Regulation
- Title: Regulation (EU) 2017/745 of the European Parliament and of the Council of 5 April 2017 on medical devices, amending Directive 2001/83/EC, Regulation (EC) No 178/2002 and Regulation (EC) No 1223/2009 and repealing Council Directives 90/385/EEC and 93/42/EEC (Text with EEA relevance)
- Made by: Council
- Made under: TFEU/art 294 par 6
- Journal reference: L117, 5 May 2017 pp. 1–175

History
- Date made: 5 April 2017
- Entry into force: 25 May 2017
- Implementation date: (new date) 26 May 2021

Other legislation
- Replaces: Directive 90/385/EEC, Directive 93/42/EEC
- Amends: Directive 2001/83/EC, Regulation (EC) No 178/2002, and Regulation (EC) No 1223/2009

= Regulation (EU) 2017/745 =

Political regulation

Regulation (EU) 2017/745 is a regulation of the European Union on the clinical investigation and placing on the market of medical devices for human use. It repealed Directive 93/42/EEC on Medical Devices (MDD) and Directive 90/385/EEC on active implantable medical devices (AIMDD).
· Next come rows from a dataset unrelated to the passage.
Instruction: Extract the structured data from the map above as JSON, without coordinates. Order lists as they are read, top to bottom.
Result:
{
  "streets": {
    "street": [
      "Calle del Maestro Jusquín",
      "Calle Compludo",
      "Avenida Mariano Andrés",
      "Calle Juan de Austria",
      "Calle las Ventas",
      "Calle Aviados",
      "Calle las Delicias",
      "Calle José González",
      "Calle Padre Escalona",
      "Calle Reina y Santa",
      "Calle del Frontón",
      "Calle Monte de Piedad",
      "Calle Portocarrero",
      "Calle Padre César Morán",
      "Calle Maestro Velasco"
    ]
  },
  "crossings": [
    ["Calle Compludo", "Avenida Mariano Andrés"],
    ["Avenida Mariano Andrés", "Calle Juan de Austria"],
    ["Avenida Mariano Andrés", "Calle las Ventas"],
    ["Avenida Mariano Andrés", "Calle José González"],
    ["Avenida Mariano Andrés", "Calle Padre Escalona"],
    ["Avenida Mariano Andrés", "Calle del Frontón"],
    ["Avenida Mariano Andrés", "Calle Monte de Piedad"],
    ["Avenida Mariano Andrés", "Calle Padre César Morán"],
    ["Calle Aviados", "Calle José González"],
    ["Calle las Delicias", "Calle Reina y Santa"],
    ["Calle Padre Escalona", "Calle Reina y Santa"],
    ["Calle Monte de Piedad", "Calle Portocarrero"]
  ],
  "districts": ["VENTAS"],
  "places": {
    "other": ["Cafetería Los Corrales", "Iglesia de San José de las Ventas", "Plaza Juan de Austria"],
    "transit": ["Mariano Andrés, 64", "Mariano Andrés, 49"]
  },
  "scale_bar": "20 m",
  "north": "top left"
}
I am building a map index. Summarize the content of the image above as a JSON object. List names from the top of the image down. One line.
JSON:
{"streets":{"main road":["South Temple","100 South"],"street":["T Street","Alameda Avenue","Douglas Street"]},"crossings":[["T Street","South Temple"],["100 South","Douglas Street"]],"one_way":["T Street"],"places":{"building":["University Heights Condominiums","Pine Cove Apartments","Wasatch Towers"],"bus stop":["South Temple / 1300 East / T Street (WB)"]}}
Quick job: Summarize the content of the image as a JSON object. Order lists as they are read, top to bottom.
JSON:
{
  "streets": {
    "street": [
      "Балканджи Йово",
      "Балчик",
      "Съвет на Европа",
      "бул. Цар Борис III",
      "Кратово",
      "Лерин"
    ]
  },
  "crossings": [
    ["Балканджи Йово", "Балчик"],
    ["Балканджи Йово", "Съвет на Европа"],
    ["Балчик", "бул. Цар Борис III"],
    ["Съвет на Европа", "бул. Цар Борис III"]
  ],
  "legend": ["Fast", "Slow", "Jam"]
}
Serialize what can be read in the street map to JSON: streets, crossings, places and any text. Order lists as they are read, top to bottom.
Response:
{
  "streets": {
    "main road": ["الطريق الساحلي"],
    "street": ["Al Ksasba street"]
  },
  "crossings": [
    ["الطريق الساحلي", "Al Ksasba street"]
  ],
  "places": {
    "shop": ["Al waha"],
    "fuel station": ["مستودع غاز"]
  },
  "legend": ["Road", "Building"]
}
The regulation was published on 5 April 2017 and came into force on 25 May 2017, with effect from 26 May 2021.

== Changes ==
Changes compared to the Medical Device Directive include changes in device classification and device scope, stricter oversight of manufacturers by notified bodies, introduction of the "Person Responsible for Regulatory Compliance" (PRRC) and of the economic operator concept, the requirement of Unique Device Identification marking for devices, EUDAMED registration (see below), UDI requirements, and increased postmarketing surveillance activities.

== Scope and classification ==

Compared to the MDD, the scope of the MDR has been expanded to cover not only the active implantable medical devices previously covered by the Active Implantable Medical Device Directive 90/385/EWG (AIMDD) but also a range of products without an intended medical purpose. This category includes devices similar to medical devices, as listed in Annex XVI.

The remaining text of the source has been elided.